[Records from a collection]
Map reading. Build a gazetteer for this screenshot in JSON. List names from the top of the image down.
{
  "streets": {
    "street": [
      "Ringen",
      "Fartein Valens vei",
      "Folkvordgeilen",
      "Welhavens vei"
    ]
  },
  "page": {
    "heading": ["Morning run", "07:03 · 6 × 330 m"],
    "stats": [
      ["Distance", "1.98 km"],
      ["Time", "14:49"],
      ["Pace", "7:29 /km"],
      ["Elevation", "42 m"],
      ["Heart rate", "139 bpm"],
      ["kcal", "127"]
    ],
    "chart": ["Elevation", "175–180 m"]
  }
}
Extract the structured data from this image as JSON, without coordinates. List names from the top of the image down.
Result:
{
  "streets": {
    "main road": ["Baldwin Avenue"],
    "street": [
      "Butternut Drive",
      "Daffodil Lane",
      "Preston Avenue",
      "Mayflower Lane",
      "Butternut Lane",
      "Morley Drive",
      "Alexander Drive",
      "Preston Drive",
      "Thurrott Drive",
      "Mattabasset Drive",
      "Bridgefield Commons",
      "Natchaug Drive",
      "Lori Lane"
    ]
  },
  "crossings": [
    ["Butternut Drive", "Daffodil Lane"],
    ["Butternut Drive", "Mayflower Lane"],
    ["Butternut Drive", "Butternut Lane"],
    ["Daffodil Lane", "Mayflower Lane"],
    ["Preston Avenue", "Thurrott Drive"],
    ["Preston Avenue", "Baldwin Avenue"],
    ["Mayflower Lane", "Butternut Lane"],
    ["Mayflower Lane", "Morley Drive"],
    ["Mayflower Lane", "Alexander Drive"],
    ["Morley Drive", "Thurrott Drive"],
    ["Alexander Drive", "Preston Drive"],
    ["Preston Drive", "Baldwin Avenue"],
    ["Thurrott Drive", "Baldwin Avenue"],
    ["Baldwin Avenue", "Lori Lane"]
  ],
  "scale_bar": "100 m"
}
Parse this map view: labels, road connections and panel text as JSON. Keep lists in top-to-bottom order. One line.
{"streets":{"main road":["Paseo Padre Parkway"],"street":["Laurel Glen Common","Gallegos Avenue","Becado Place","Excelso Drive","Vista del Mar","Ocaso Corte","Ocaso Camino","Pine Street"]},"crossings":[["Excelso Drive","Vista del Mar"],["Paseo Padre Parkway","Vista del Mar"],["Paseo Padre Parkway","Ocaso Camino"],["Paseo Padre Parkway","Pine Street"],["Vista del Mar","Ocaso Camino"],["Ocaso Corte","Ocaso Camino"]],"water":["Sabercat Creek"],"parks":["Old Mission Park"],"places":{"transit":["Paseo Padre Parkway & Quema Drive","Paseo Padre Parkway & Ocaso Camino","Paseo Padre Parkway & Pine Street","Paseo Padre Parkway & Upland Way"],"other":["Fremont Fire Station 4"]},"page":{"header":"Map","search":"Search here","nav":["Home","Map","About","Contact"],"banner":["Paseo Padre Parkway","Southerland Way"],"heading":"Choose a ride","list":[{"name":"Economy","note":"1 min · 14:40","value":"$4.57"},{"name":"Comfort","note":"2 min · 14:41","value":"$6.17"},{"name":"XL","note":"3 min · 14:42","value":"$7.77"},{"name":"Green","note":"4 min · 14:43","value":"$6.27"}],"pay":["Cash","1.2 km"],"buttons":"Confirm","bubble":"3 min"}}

### WORK TO BE COMPLETED
For each line above that contains "Daffodil", make a copy.

### TASK ANSWER
      "Daffodil Lane",
    ["Butternut Drive", "Daffodil Lane"],
    ["Daffodil Lane", "Mayflower Lane"],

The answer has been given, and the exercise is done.